**Given information**
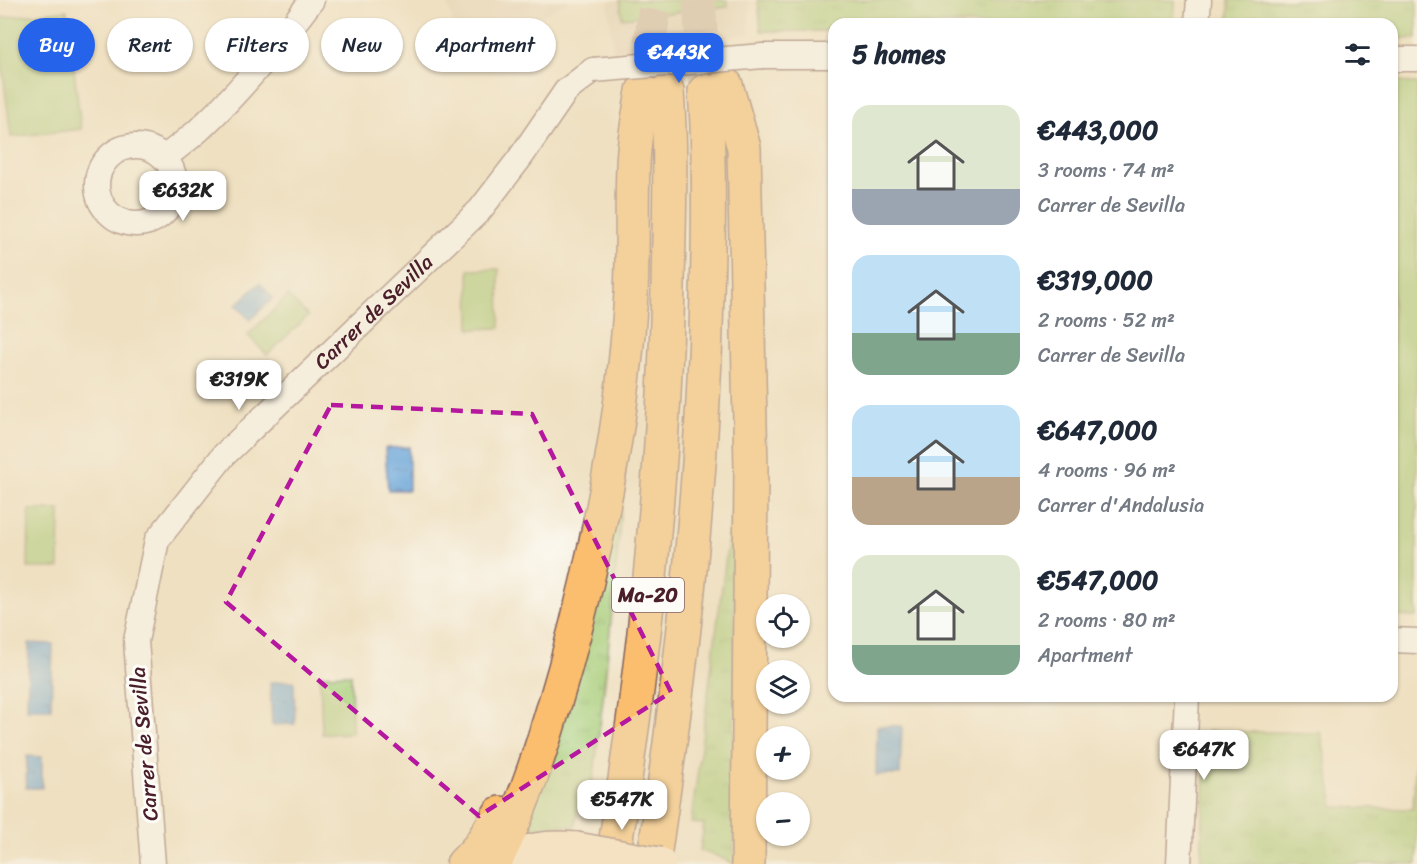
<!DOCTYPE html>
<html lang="en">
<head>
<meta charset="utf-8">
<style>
  body { margin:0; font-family:Sriracha,sans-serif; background:#f6f6f7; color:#1f2937; height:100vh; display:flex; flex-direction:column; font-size:22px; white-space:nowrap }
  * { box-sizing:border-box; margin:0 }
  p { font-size:20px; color:#747a83 }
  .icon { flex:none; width:33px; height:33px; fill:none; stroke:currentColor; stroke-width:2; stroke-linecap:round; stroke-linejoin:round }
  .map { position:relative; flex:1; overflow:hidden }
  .panel { position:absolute; left:828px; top:18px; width:570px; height:684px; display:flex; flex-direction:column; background:#fff; border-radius:18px; box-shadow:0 2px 4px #0004 }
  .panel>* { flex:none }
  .banner { position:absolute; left:18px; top:18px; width:570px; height:54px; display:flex; gap:12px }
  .tools { position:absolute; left:756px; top:594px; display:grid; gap:12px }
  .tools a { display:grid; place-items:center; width:54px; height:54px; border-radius:50%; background:#fff; box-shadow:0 2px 4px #0004; font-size:30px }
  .price { position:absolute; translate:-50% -51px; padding:0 14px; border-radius:12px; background:#fff; color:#222; font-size:20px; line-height:39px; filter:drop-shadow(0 2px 3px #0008) }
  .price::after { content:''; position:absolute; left:50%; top:36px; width:18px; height:14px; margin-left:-9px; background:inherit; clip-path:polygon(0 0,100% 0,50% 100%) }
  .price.selected { background:#2563eb; color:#fff }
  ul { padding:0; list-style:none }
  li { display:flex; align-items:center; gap:18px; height:150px; padding:0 24px }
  li span { display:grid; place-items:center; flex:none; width:168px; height:120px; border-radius:18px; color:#555 }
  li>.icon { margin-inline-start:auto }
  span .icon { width:72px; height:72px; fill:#fffc; stroke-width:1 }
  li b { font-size:26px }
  h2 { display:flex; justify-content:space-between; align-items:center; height:72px; padding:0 24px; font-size:26px }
  .chip { padding:0 21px; border-radius:27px; background:#fff; box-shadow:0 2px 4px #0004; font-size:21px; line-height:54px }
  .chip.selected { background:#2563eb; color:#fff }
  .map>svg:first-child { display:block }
  .built { fill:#e4d1b4 }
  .grass { fill:url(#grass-tufts); stroke:#787450; stroke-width:1.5 }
  .green { fill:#a6ca74; stroke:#787450; stroke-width:1.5 }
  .water { fill:url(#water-ripples); stroke:#586080; stroke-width:1.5 }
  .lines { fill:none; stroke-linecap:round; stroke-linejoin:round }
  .highway-tunnel { stroke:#ceb9a3; stroke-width:33; stroke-dasharray:33 16; stroke-linecap:butt }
  .street-casing { stroke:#846360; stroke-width:27 }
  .secondary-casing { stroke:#846360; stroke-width:36 }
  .highway-casing { stroke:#846360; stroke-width:36 }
  .street { stroke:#fff; stroke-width:24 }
  .secondary { stroke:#fde5c5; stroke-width:33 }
  .highway { stroke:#fabe6e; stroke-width:33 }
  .street-bridge-casing { stroke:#846360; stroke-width:27; stroke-linecap:butt }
  .secondary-bridge-casing { stroke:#846360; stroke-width:36; stroke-linecap:butt }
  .street-bridge { stroke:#fff; stroke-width:24 }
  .secondary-bridge { stroke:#fde5c5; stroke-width:33 }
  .marked { fill:none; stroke:#b5179e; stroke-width:4.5; stroke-dasharray:12 8; stroke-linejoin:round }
  .labels { text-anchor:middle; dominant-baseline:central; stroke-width:6; stroke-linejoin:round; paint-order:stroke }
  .shield { fill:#fdfcf7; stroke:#806168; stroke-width:1.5 }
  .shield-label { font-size:20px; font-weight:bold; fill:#4a1f2b }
  .street-label { font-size:21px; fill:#4a1f2b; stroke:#fdfcf7 }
</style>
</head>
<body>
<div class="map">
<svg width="1417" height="864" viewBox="0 0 1417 864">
  <defs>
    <pattern id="grass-tufts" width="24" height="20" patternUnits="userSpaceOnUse" patternTransform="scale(1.5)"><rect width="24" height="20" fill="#a6ca74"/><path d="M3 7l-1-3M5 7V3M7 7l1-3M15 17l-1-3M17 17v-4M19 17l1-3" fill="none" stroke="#90ad65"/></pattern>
    <pattern id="water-ripples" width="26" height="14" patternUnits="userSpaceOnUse" patternTransform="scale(1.5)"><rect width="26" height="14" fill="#65a1d5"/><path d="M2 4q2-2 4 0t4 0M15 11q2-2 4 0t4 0" fill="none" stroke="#5583ad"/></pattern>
  </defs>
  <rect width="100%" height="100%" fill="#fdfcf7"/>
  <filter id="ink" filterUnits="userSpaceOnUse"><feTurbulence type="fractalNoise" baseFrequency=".0167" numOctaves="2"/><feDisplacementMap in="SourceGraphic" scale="12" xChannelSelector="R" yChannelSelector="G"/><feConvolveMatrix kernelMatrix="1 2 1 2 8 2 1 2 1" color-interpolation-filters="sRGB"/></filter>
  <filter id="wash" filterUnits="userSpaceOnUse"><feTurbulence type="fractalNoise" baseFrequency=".008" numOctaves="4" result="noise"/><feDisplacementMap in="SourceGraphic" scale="24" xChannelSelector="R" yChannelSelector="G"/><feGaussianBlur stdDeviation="1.35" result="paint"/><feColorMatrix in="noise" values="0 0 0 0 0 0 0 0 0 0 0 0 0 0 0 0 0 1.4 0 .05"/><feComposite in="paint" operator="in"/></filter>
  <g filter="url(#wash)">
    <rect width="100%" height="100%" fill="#efe0c1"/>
    <g class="built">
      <path d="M446,0H570L464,58Z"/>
      <path d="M608,0H749L750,34L613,51Z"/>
    </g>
    <g class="grass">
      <path d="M758,0H1175L1174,24H834V31H761Z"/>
      <path d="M1229,0H1417V39L1392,38V24H1229Z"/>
      <path d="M625,460C616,575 606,689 590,803L579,802L575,826L549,825L523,832Z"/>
      <path d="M735,488L734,864L717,856L700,851L704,824L691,823Z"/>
      <path d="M1417,719V864H1201L1207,731L1321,733L1334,807L1413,809Z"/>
    </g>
    <g class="green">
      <path d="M620,0H727L728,7L622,18Z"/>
      <path d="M67,10L81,129L11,137L0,47V18Z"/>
      <path d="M1392,82L1417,83V617L1392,616Z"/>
      <path d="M499,269L500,328L470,329L469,270Z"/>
      <path d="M288,296L308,316L267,355L248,335Z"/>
      <path d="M29,510H60L59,568H28Z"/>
      <path d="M351,674L352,733L322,734L320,675Z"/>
    </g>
    <g class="water">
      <path d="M260,283L273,298L250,320L236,305Z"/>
      <path d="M409,447V490H388L385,448Z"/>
      <path d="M29,643L53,644L51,709H27Z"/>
      <path d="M294,681L295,724L272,725L270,682Z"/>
      <path d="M877,726H902L900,775H876Z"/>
      <path d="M27,756L42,757V788H26Z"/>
    </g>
  </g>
  <g filter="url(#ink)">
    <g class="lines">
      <g class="highway-tunnel">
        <path d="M699,0L705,91"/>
        <path d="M643,91L656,0"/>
      </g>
      <defs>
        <g id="street">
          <path d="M1197,24L1199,0"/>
          <path d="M763,56H834"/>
          <path d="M1392,59H1417"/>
          <circle cx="136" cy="185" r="39"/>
          <path d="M165,157C178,147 192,137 204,125C244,87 279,44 312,0"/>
          <path d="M1392,640L1417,641"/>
          <path id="s1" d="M153,864L136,641L157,540L224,455L480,210L520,158L566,91L593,70"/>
          <path d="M1179,864L1187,696"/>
        </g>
        <path id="secondary" d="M501,864C525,849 548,846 576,849"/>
        <g id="highway">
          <path d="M726,85L744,148L751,469L748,864"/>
          <path d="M463,864L479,847L500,813"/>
          <path d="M494,864C526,802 546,735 565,668C597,551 622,429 630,308C634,261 631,214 633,167C633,142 639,116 643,91"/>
          <path d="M612,864C643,673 664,480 668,286C669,221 672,155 667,91"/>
          <path d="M653,864C681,676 703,486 707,295C709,227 710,159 705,91"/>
        </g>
      </defs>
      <use href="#street" class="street-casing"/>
      <use href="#secondary" class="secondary-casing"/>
      <use href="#highway" class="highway-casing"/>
      <use href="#street" class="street"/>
      <use href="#secondary" class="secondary"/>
      <use href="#highway" class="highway"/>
      <defs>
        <path id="street-bridge" d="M593,70L763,56"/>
        <path id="secondary-bridge" d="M576,849L659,864"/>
      </defs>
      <use href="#street-bridge" class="street-bridge-casing"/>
      <use href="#secondary-bridge" class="secondary-bridge-casing"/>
      <use href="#street-bridge" class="street-bridge"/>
      <use href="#secondary-bridge" class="secondary-bridge"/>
    </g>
  </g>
  <path d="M0 0H1417V864H0ZM331,405L532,414L671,692L479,816L226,602Z" fill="#efe0c1" fill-opacity=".55" fill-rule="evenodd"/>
  <path class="marked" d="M331,405L532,414L671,692L479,816L226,602Z"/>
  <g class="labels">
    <rect class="shield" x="612" y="578" width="72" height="34" rx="4.5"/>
    <g class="shield-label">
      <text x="648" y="595">Ma-20</text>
    </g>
    <g class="street-label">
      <text stroke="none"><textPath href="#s1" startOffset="642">Carrer de Sevilla</textPath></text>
      <text transform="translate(144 744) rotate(-95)">Carrer de Sevilla</text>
    </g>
  </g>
</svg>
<div class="tools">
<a><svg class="icon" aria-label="locate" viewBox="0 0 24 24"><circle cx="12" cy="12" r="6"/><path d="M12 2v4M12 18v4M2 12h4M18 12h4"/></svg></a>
<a><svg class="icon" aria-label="layers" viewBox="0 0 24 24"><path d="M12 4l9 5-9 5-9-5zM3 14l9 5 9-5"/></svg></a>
<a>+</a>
<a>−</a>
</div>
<b class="price selected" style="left:679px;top:84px">€443K</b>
<b class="price" style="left:183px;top:222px">€632K</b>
<b class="price" style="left:239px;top:411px">€319K</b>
<b class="price" style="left:1204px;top:781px">€647K</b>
<b class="price" style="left:622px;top:831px">€547K</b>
<div class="banner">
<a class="chip selected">Buy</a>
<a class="chip">Rent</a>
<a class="chip">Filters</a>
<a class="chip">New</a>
<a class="chip">Apartment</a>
</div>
<section class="panel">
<h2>5 homes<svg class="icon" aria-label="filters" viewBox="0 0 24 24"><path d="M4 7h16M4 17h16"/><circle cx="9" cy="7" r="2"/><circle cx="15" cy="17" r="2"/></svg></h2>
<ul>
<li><span style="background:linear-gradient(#dfe7d0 70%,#9aa5b1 0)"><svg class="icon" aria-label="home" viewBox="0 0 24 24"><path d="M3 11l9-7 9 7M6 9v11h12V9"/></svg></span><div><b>€443,000</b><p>3 rooms · 74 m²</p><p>Carrer de Sevilla</p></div></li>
<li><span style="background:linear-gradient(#bfe0f5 65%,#7fa58c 0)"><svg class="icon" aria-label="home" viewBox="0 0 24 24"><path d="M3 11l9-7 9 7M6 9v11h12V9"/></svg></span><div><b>€319,000</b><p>2 rooms · 52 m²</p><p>Carrer de Sevilla</p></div></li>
<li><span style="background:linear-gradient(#bfe0f5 60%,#b9a48a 0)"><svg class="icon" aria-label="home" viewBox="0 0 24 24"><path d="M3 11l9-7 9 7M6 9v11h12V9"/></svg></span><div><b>€647,000</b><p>4 rooms · 96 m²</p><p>Carrer d'Andalusia</p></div></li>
<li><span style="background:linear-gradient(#dfe7d0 75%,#7fa58c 0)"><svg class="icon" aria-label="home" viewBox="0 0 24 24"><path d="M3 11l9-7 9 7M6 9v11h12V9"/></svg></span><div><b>€547,000</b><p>2 rooms · 80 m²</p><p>Apartment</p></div></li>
</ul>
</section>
</div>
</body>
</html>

**What this task involves**
Across the records above, show each line containing the word "fractalNoise".

**Your response**
  <filter id="ink" filterUnits="userSpaceOnUse"><feTurbulence type="fractalNoise" baseFrequency=".0167" numOctaves="2"/><feDisplacementMap in="SourceGraphic" scale="12" xChannelSelector="R" yChannelSelector="G"/><feConvolveMatrix kernelMatrix="1 2 1 2 8 2 1 2 1" color-interpolation-filters="sRGB"/></filter>
  <filter id="wash" filterUnits="userSpaceOnUse"><feTurbulence type="fractalNoise" baseFrequency=".008" numOctaves="4" result="noise"/><feDisplacementMap in="SourceGraphic" scale="24" xChannelSelector="R" yChannelSelector="G"/><feGaussianBlur stdDeviation="1.35" result="paint"/><feColorMatrix in="noise" values="0 0 0 0 0 0 0 0 0 0 0 0 0 0 0 0 0 1.4 0 .05"/><feComposite in="paint" operator="in"/></filter>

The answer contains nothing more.